As for the coffee, I am of the opinion—and I know I’m going to get roundly spanked for this by all my aficionado friends— that the flat white, when made properly, is about as good as coffee gets in the metropolis these days.
After recovering from the heat and the humidity and the humanity over a cup for a little while, we inevitably find ourselves heading to Hai Chix, just across the street. I don’t quite understand the concept behind Hai Chix: I suppose it stands for Hainanese chicken, which is on the menu, as is laksa.
But lest you think that it’s a Southeast Asian or Singaporean restaurant, the menu makes a sharp left and offers paella and shrimp in garlic.
There’s also pasta with Manila clams, which is at least still vaguely Mediterranean, so we are in the same continent. (Manila clams are, perhaps fortunately for us, not clams from Manila Bay, but are a species, venerupis philippinarum, that grow along the western Pacific coast.)

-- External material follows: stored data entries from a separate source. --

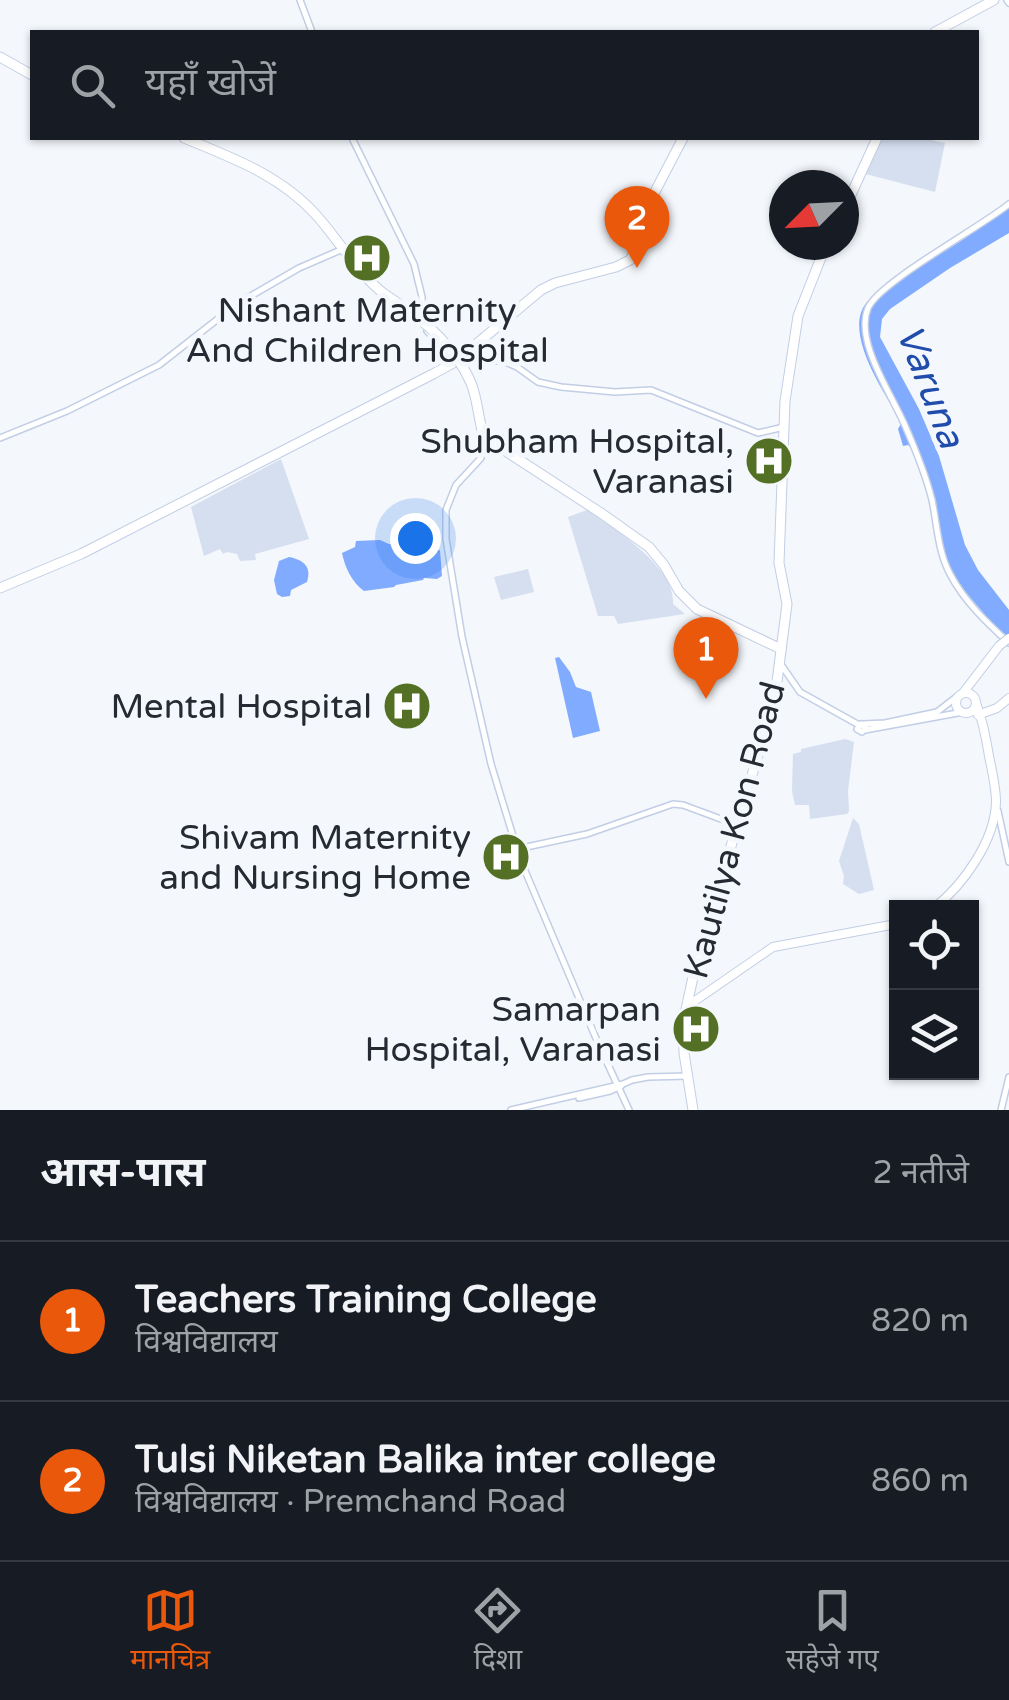 <!DOCTYPE html>
<html lang="hi">
<head>
<meta charset="utf-8">
<style>
  :root { --surface:#171b24; --page:#20242c; --text:#f1f3f6; --muted:#9ea1a6; --line:#363941; --accent:#ea580c }
  body { margin:0; font-family:"Varela Round","Noto Sans Devanagari",sans-serif; background:var(--page); color:var(--text) }
  .controls { position:absolute; right:30px; bottom:30px; display:grid; overflow:hidden; border-radius:0px; box-shadow:0 2px 8px #0004 }
  .controls button { width:90px; height:90px; display:grid; place-items:center; padding:0; border:0; border-bottom:2px solid var(--line); background:var(--surface); color:var(--text); font:50px sans-serif }
  .compass { position:absolute; left:769px; top:170px; width:90px; height:90px; border-radius:50%; background:var(--surface); box-shadow:0 2px 8px #0004; rotate:246deg }
  .you { position:absolute; left:415px; top:538px; width:35px; height:35px; margin:-25px; border:8px solid #fff; border-radius:50%; background:#1a73e8; box-shadow:0 0 0 15px #1a73e833 }
  .badge { display:grid; place-items:center; width:65px; height:65px; border-radius:50%; background:var(--accent); color:#fff; font-size:32px; font-weight:700 }
  .pin { position:absolute; translate:-50% -82px; filter:drop-shadow(0 2px 5px #0008) }
  .pin::after { content:''; position:absolute; top:52px; width:35px; height:30px; background:inherit; clip-path:polygon(0 0,100% 0,50% 100%) }
  .list { margin:0; padding:0; list-style:none }
  h2 { display:flex; justify-content:space-between; align-items:center; height:130px; margin:0; padding:0 40px; font-size:42px }
  h2 small { font-size:32px; font-weight:400; color:var(--muted) }
  .list li { display:grid; grid-template-columns:65px 1fr auto; gap:30px; align-items:center; box-sizing:border-box; height:160px; padding:0 40px; border-top:2px solid var(--line) }
  .list b { display:block; font-size:38px; white-space:nowrap }
  .list p { margin:0; font-size:32px; white-space:nowrap; color:var(--muted) }
  .list em { font-size:32px; font-style:normal; color:var(--muted) }
  .icon { flex:none; width:55px; height:55px; fill:none; stroke:currentColor; stroke-width:2; stroke-linecap:round; stroke-linejoin:round }
  .map { position:relative; flex:none; width:1009px; height:1110px; overflow:hidden }
  .search { position:absolute; background:var(--surface); box-shadow:0 2px 8px #0004; left:30px; right:30px; top:30px; height:110px; display:flex; align-items:center; gap:25px; box-sizing:border-box; padding:0 35px; border-radius:0px; color:var(--muted); font-size:38px }
  .sheet { height:450px; background:var(--surface) }
  nav { display:flex; justify-content:space-around; align-items:center; box-sizing:border-box; height:140px; border-top:2px solid var(--line); background:var(--surface); font-size:28px; color:var(--muted) }
  nav a { display:grid; justify-items:center; gap:5px }
  nav .on { color:var(--accent) }
  .map>svg:first-child { display:block }
  .green { fill:#d5dff0 }
  .water { fill:#81abfe }
  .lines { fill:none; stroke-linecap:round; stroke-linejoin:round }
  .tertiary-casing { stroke:#c2cee5; stroke-width:8 }
  .primary-casing { stroke:#c2cee5; stroke-width:10 }
  .trunk-casing { stroke:#c2cee5; stroke-width:11 }
  .tertiary { stroke:#fff; stroke-width:5 }
  .primary { stroke:#fff; stroke-width:8 }
  .trunk { stroke:#fff; stroke-width:9 }
  .primary-bridge-casing { stroke:#c2cee5; stroke-width:10; stroke-linecap:butt }
  .trunk-bridge-casing { stroke:#c2cee5; stroke-width:11; stroke-linecap:butt }
  .primary-bridge { stroke:#fff; stroke-width:8 }
  .trunk-bridge { stroke:#fff; stroke-width:9 }
  .labels { text-anchor:middle; stroke-width:10; stroke-linejoin:round; paint-order:stroke }
  .poi-label { font-size:35px; fill:#262a33; stroke:#f4f7fc; text-anchor:end }
  .street-label { font-size:35px; fill:#262a33; stroke:#f4f7fc }
  .water-label { font-size:38px; font-style:italic; fill:#204cab; stroke:#f4f7fc }
</style>
</head>
<body>
<div class="map">
<svg width="1009" height="1110" viewBox="0 0 1009 1110">
  <rect width="100%" height="100%" fill="#f4f7fc"/>
  <g class="green">
    <path d="M 877,138 L 922,138 L 945,143 L 935,192 L 858,172 Z"/>
    <path d="M 281,459 L 309,539 L 255,554 L 256,560 L 240,561 L 237,554 L 227,552 L 223,554 L 220,549 L 204,556 L 191,507 Z"/>
    <path d="M 587,510 C 614,529 676,567 673,604 L 685,614 L 618,624 L 614,616 L 598,616 L 568,517 Z"/>
    <path d="M 528,569 L 534,592 L 501,600 L 494,577 Z"/>
    <path d="M 845,739 L 854,742 L 848,791 L 849,811 L 847,814 L 810,819 L 809,805 L 795,805 L 792,791 L 793,754 L 801,752 L 801,749 Z"/>
    <path d="M 853,818 L 859,824 L 874,890 L 859,894 L 843,884 L 844,876 L 839,861 Z"/>
  </g>
  <g class="water">
    <path d="M 1009,201 L 1009,233 L 950,268 L 890,309 L 882,319 L 880,337 L 919,409 L 939,456 L 965,545 L 978,570 L 1009,610 L 1009,643 L 951,575 L 939,545 L 932,505 L 911,448 L 908,445 L 903,446 L 898,429 L 902,422 C 886,396 840,330 868,301 C 882,287 900,285 910,267 L 991,217 Z"/>
    <path d="M 430,535 L 434,551 L 440,550 L 442,576 L 437,579 L 424,578 L 423,580 L 396,585 L 394,587 L 364,591 C 352,582 345,568 342,553 L 355,547 L 356,541 L 380,540 L 389,544 L 406,546 L 423,536 Z"/>
    <path d="M 289,557 C 304,560 312,567 307,582 L 291,590 L 290,596 L 282,597 L 277,594 L 274,580 L 279,561 Z"/>
    <path d="M 559,657 L 570,672 L 576,687 L 591,692 L 600,731 L 573,738 L 555,658 Z"/>
  </g>
  <g class="lines">
    <g class="tertiary-casing">
      <g id="tertiary">
        <path d="M 300,0 L 312,32"/>
        <path d="M 1007,0 L 1009,3"/>
        <path d="M 352,138 L 414,264 L 422,297 L 423,323"/>
        <path d="M 1009,204 C 981,227 879,282 868,308 C 854,342 893,396 906,428 C 916,451 926,476 932,500 C 937,524 938,552 950,574 C 964,601 987,623 1009,643"/>
        <path d="M 427,331 L 454,360"/>
        <path d="M 465,360 L 503,361 L 517,367 L 538,382 L 561,387 L 615,392 L 651,390 L 758,433 L 784,427"/>
        <path d="M 0,438 L 67,411 L 159,365 L 237,304 L 299,268 L 343,249"/>
        <path d="M 484,438 L 481,458 L 456,485 L 446,510 L 446,539 L 462,637 L 491,764 L 520,859 L 598,1043 L 629,1110"/>
        <path d="M 782,666 L 800,692 L 859,725"/>
        <path d="M 861,724 L 866,728 L 862,732 L 857,729 Z"/>
        <path d="M 863,724 L 885,723 L 937,712 L 959,695"/>
        <path d="M 865,730 L 963,712"/>
        <path d="M 998,811 L 1009,862"/>
        <path d="M 517,849 L 587,834 L 673,804 L 683,805 L 729,822 L 736,828"/>
        <path d="M 579,1098 L 610,1091 L 621,1086"/>
        <path d="M 511,1110 L 623,1084 L 632,1080 L 648,1077 L 688,1076"/>
        <path d="M 1001,1110 L 1009,1077"/>
      </g>
    </g>
    <g class="primary-casing">
      <g id="primary">
        <path d="M 963,693 L 999,646"/>
        <circle cx="966" cy="703" r="10"/>
        <path d="M 978,715 L 997,708 L 1009,698"/>
        <path d="M 934,908 C 963,885 995,841 996,802 C 996,787 992,771 989,756 C 986,737 983,721 976,703"/>
        <path d="M 686,1007 L 773,947 L 896,924"/>
      </g>
    </g>
    <g class="trunk-casing">
      <g id="trunk">
        <path d="M 935,32 L 994,0"/>
        <path d="M 0,57 L 32,75"/>
        <path d="M 184,138 C 233,158 282,176 317,216 C 340,242 357,272 383,293"/>
        <path d="M 844,210 L 877,138"/>
        <path d="M 601,513 L 649,547 L 664,565 L 679,591 L 697,609 L 781,649"/>
        <path d="M 0,588 L 81,554 L 433,374 L 455,362 L 541,290 L 555,283 L 616,267 L 630,260 L 636,249 L 647,207 L 683,138"/>
        <path d="M 693,1110 L 684,1053 L 683,1023 L 695,968 L 775,697 L 787,604 L 779,563 L 785,401 L 798,316 L 826,245"/>
      </g>
    </g>
    <use href="#tertiary" class="tertiary"/>
    <use href="#primary" class="primary"/>
    <use href="#trunk" class="trunk"/>
    <g class="primary-bridge-casing">
      <path id="primary-bridge" d="M 999,646 L 1009,638"/>
    </g>
    <g class="trunk-bridge-casing">
      <path id="trunk-bridge" d="M 383,293 C 418,316 454,343 471,383 C 478,400 478,419 484,437 L 601,513"/>
    </g>
    <use href="#primary-bridge" class="primary-bridge"/>
    <use href="#trunk-bridge" class="trunk-bridge"/>
  </g>
  <defs>
    <g id="hospital-disc" transform="scale(2.5)"><circle r="9.5" fill="#537025" stroke="#f4f7fc"/><path d="M-5-5h3v3.5h4V-5h3V5h-3V1.5h-4V5h-3Z" fill="#fff"/></g>
  </defs>
  <g fill-rule="evenodd">
    <use href="#hospital-disc" x="367" y="258"/>
    <use href="#hospital-disc" x="769" y="461"/>
    <use href="#hospital-disc" x="407" y="706"/>
    <use href="#hospital-disc" x="506" y="857"/>
    <use href="#hospital-disc" x="696" y="1029"/>
  </g>
  <g class="labels">
    <g class="poi-label">
      <text x="367" y="322" text-anchor="middle">Nishant Maternity<tspan x="367" dy="40">And Children Hospital</tspan></text>
      <text x="734" y="453">Shubham Hospital,<tspan x="734" dy="40">Varanasi</tspan></text>
      <text x="372" y="718">Mental Hospital</text>
      <text x="471" y="849">Shivam Maternity<tspan x="471" dy="40">and Nursing Home</tspan></text>
      <text x="661" y="1021">Samarpan<tspan x="661" dy="40">Hospital, Varanasi</tspan></text>
    </g>
    <g class="street-label">
      <text transform="translate(734 830) rotate(-75)" y="12">Kautilya Kon Road</text>
    </g>
    <g class="water-label">
      <text transform="translate(931 386) rotate(69)" y="13">Varuna</text>
    </g>
  </g>
</svg>
<div class="controls">
<button><svg class="icon" aria-label="locate" viewBox="0 0 24 24"><circle cx="12" cy="12" r="6"/><path d="M12 2v4M12 18v4M2 12h4M18 12h4"/></svg></button>
<button><svg class="icon" aria-label="layers" viewBox="0 0 24 24"><path d="M12 4l9 5-9 5-9-5zM3 14l9 5 9-5"/></svg></button>
</div>
<svg class="compass" viewBox="-18 -18 36 36"><path d="M0-13l5 13h-10z" fill="#e53935"/><path d="M0 13l5-13h-10z" fill="#9ea1a6"/></svg>
<div class="you"></div>
<div class="pin badge" style="left:706px;top:699px">1</div>
<div class="pin badge" style="left:637px;top:268px">2</div>
<div class="search"><svg class="icon" aria-label="search" viewBox="0 0 24 24"><circle cx="10" cy="10" r="6"/><path d="M15 15l6 6"/></svg>यहाँ खोजें</div>
</div>
<section class="sheet">
<h2>आस-पास<small>2 नतीजे</small></h2>
<ul class="list">
<li><span class="badge">1</span><div><b>Teachers Training College</b><p>विश्वविद्यालय</p></div><em>820 m</em></li>
<li><span class="badge">2</span><div><b>Tulsi Niketan Balika inter college</b><p>विश्वविद्यालय · Premchand Road</p></div><em>860 m</em></li>
</ul>
</section>
<nav>
<a class="on"><svg class="icon" aria-label="map" viewBox="0 0 24 24"><path d="M3 6l6-2 6 2 6-2v14l-6 2-6-2-6 2zM9 4v14M15 6v14"/></svg>मानचित्र</a>
<a><svg class="icon" aria-label="directions" viewBox="0 0 24 24"><path d="M12 3l9 9-9 9-9-9zM9 14v-3h6M13 9l2 2-2 2"/></svg>दिशा</a>
<a><svg class="icon" aria-label="saved" viewBox="0 0 24 24"><path d="M7 4h10v16l-5-4-5 4z"/></svg>सहेजे गए</a>
</nav>
</body>
</html>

But like most everyone else in the establishment, we are there for the steaks. The best cut is the US Angus Ribeye, which is billed, accurately, as being adequate for two to three persons sharing: two ravenous persons, or three eating modestly.
Hai Chix does its steaks properly rare, so with Peter Luger’s, it’s actually best to go for medium-rare rather than rare, which is almost bleu. With medium-rare you get a bit of char on the outside and the flavor comes out more.
The meat is very well seasoned; purists would probably say over-seasoned, but I would just call it Filipino. There’s no range of different-textured salts, complex sauces, or assortment of condiments. But here’s the conundrum: It’s really good steak, and at a really good price.
The last time we went as a group, we ordered the porterhouse—which is less exciting for me because there’s all that lean meat on the tenderloin side (the porterhouse, to be simplistic, has a sirloin down one side and a tenderloin down the other)—and had a whole bunch of side dishes.
We were also given a free bottle of wine that wasn’t terrible, and paid about P1,000 each.
This isn’t a fine dining steak joint, of course. There’s no parking and you have to walk up— which is actually true of Elbert’s Steak Room, actually, but the similarity ends there.
This place is all bare walls and a cement floor; you can’t hear each other and your clothes will smell of grilled meat. It is not afraid of fat—the steak comes bathed in a clear puddle of the stuff, and just in case you don’t have enough, the chunks are rendered until they’re brown and crisp and pile the crunchy bits on top of the steak.
To go with the meat, you are given bowls of steak rice, which is white rice that has been slathered with the steak grease and studded with more bits of rendered fat.
There was not a single vegetable in sight. Lovely stuff; and, really, at these prices you can’t complain.
I understand that this restaurant has other branches, but the no-nonsense vibe couples with the incredible value for money seemed perfectly in keeping with the Greenhills vibe.
There’s an ice-cream parlor downstairs called Carousel Creamery that has every single flavor of ice cream that has been invented, as well as some that probably shouldn’t have.
Beyond the sheer variety, it’s not a bad scoop at all, even if a little on the sweet side. There’s a beer and chicharon flavor, in case you want to have a circular meal and eat pulutan as dessert.
Hai Chix and Steaks is at 6 Missouri Street, Greenhills. Call 6963358.